Date of Award
Spring 2025
Access Type
Dissertation - Open Access
Degree Name
Doctor of Philosophy in Electrical Engineering & Computer Science
Department
Electrical Engineering and Computer Science
Committee Chair
Omar Ochoa
Committee Advisor
Omar Ochoa
First Committee Member
Massood Towhidnejad
Second Committee Member
Nicholas Del Rio
Third Committee Member
Alex Vargas
Fourth Committee Member
Keith Garfield
College Dean
James W. Gregory
Abstract
The present dissertation delineates a system that enables those engaged in software development to automatically generate and maintain project life cycle provenance. All projects are implemented and made manifest with the development of artifacts, e.g., papers, code files, etc.
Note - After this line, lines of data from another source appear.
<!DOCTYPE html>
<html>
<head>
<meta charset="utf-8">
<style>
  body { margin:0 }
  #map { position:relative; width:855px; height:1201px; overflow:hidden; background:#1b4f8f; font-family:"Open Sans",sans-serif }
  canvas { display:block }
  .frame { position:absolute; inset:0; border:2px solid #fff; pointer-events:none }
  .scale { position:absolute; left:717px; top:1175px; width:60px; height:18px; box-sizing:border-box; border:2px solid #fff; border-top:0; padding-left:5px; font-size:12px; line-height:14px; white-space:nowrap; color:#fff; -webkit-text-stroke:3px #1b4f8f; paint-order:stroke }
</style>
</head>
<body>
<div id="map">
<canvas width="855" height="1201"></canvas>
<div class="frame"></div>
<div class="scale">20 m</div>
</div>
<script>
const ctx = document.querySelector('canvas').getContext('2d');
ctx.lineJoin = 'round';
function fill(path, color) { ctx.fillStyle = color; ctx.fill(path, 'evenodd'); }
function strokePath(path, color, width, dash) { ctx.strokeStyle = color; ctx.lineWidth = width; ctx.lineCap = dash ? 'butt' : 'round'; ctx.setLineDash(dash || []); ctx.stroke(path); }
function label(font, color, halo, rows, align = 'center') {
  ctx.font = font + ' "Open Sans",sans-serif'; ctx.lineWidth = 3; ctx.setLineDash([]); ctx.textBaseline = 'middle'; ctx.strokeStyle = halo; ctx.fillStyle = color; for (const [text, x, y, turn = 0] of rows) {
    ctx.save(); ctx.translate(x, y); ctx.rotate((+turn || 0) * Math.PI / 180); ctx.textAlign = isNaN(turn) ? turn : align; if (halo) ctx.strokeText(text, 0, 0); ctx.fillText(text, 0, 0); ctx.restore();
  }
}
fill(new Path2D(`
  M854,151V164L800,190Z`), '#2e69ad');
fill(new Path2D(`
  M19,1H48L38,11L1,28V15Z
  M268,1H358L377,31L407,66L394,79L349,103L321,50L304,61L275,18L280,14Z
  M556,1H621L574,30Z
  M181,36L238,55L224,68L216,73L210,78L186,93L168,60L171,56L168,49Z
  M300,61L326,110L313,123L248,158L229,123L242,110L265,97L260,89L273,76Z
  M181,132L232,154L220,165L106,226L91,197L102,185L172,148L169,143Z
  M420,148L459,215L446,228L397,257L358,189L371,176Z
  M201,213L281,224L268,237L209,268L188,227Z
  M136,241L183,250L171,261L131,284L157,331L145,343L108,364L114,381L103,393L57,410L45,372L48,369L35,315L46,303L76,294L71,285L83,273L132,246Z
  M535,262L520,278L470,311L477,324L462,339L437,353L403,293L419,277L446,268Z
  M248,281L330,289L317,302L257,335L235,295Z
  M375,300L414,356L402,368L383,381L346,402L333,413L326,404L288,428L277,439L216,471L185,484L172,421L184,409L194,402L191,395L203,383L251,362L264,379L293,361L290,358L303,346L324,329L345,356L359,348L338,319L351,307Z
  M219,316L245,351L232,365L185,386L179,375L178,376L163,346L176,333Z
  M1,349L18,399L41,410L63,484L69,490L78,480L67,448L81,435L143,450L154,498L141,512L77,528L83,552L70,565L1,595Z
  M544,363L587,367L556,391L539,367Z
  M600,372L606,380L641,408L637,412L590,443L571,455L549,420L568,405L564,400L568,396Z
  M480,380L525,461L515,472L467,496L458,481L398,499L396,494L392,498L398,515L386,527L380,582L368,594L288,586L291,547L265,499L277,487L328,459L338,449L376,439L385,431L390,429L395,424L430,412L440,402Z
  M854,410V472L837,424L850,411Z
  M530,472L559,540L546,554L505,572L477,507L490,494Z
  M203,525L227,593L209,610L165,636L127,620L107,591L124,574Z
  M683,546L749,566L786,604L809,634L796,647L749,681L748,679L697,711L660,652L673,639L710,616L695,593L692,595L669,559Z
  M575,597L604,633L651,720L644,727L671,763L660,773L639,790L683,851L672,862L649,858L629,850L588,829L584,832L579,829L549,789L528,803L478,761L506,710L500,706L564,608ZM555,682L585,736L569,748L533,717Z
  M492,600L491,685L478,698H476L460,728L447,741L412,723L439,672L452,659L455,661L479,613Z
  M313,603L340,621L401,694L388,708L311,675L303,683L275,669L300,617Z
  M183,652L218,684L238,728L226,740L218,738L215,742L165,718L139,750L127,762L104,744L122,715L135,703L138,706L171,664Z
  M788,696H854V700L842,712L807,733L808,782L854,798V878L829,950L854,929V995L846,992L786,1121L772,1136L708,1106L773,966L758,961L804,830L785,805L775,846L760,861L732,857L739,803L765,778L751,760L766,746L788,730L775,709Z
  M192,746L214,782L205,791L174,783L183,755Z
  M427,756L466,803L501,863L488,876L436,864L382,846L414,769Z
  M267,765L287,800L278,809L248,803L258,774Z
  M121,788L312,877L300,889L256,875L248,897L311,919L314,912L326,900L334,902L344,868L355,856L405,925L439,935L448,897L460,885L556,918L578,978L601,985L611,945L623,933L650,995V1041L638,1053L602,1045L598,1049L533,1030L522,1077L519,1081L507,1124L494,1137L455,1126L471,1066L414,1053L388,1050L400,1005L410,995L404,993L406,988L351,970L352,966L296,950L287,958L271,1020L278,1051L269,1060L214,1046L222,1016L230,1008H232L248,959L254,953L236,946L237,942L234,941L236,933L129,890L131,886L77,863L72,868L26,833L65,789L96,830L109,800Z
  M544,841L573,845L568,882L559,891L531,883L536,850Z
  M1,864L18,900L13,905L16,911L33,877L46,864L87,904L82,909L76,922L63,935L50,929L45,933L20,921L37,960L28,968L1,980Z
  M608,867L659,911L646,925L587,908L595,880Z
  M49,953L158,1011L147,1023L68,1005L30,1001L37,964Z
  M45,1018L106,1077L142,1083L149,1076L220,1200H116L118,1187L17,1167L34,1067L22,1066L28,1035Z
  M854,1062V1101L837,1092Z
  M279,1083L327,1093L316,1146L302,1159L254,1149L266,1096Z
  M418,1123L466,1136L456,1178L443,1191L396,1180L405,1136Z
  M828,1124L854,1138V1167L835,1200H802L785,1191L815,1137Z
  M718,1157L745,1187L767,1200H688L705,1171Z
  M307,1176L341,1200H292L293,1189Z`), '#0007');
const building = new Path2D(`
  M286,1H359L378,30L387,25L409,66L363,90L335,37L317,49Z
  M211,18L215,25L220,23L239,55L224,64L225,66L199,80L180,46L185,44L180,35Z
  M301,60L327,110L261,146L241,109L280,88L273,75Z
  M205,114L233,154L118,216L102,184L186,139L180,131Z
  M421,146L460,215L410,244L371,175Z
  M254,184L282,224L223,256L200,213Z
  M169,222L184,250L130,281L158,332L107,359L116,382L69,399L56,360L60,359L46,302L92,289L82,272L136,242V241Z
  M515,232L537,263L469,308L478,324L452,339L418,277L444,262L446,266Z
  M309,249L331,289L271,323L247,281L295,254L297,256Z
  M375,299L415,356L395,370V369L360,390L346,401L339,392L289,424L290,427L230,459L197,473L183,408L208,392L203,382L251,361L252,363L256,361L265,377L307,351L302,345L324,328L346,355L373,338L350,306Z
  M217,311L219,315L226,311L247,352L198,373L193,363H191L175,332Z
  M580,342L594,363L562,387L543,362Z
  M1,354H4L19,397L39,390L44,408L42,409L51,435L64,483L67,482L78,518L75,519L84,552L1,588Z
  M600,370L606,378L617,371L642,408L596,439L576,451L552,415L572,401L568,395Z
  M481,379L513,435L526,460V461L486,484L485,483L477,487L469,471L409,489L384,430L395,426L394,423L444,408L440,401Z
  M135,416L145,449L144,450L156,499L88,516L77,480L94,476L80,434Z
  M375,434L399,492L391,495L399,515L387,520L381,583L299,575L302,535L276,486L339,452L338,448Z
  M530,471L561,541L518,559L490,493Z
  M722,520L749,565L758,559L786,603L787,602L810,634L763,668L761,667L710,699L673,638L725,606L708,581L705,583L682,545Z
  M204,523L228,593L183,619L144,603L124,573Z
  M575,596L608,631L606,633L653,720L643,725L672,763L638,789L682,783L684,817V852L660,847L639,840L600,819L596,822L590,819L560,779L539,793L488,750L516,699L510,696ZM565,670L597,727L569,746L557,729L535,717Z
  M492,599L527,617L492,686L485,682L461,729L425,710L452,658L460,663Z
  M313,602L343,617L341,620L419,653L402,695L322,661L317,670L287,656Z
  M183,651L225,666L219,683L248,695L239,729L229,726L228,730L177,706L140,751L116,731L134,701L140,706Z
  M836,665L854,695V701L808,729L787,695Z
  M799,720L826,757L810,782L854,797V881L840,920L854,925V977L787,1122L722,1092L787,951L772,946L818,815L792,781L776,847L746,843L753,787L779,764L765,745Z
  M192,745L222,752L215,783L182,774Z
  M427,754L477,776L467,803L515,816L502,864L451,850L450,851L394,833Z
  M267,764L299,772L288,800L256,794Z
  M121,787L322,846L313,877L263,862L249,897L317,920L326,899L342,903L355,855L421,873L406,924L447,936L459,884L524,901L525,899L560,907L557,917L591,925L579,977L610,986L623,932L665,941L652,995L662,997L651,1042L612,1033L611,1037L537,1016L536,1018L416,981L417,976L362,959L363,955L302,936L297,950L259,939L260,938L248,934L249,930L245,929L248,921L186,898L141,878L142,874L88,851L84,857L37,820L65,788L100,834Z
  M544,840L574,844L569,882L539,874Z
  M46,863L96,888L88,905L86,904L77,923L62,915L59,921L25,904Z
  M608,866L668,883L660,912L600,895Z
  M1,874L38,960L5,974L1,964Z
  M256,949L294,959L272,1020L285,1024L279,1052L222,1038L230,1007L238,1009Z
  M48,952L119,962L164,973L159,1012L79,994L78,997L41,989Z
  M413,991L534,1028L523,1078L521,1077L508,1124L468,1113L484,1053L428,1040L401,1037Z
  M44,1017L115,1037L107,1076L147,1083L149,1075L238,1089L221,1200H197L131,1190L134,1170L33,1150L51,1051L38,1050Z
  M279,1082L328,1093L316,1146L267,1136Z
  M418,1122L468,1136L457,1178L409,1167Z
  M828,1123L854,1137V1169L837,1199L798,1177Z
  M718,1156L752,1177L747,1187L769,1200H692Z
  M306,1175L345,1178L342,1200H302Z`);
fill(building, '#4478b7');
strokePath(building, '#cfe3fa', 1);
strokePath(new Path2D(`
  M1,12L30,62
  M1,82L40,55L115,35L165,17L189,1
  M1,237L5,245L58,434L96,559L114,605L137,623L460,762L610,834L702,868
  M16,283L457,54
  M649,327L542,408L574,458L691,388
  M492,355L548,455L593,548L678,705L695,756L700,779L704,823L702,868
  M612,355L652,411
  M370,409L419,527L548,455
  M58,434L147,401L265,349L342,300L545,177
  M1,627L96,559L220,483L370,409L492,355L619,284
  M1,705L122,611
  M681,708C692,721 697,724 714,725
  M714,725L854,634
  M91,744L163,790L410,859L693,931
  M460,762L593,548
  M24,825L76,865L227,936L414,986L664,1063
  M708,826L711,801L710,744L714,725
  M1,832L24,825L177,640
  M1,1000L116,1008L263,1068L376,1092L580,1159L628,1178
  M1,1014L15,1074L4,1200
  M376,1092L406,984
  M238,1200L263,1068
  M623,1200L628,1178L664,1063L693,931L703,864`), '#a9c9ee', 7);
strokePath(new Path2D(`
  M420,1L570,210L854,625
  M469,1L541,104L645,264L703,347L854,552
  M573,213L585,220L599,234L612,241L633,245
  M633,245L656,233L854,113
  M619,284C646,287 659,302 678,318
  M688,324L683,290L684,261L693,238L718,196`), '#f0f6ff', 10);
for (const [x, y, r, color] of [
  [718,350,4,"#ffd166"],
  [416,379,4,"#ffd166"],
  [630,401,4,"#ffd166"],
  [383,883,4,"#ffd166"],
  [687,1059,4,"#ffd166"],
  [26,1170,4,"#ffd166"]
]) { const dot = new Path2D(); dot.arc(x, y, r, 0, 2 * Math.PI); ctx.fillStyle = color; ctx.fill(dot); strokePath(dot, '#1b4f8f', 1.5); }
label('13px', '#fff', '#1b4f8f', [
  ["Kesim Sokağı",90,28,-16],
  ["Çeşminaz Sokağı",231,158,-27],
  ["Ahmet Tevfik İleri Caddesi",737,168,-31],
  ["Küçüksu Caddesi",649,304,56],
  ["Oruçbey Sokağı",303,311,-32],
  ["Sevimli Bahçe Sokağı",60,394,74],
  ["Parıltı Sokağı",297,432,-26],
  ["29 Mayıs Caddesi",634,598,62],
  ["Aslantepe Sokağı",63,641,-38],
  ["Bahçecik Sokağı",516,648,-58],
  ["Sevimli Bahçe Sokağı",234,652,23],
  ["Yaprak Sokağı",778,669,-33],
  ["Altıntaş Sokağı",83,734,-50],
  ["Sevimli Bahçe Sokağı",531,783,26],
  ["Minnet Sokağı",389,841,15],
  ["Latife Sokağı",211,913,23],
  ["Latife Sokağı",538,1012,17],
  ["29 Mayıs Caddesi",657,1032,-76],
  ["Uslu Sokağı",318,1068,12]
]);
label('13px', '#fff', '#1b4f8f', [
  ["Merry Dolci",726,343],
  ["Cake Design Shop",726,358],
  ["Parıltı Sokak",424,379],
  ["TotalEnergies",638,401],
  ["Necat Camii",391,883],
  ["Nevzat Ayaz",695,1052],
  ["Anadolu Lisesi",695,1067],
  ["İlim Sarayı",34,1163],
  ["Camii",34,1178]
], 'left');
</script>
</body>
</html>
Tools exist to accelerate artifact creation, but little focus is paid to the processes that produce them. In terms of Ontology, or, from Ancient Greek, the study of being, the two most basic entities in reality are Continuant and Occurrent, or, roughly, “Artifact” and “Process”. This dissertation posits that for any created artifact, its process of creation, i.e., its life cycle provenance, must also be captured and maintained. Artifacts are often delivered without an explicit trace of their evolution. This is particularly unacceptable for critical systems, where requirements documents, codebases, and other meta-artifacts are revisited without a corresponding history of how or why they came to be, leading to confusion and rework.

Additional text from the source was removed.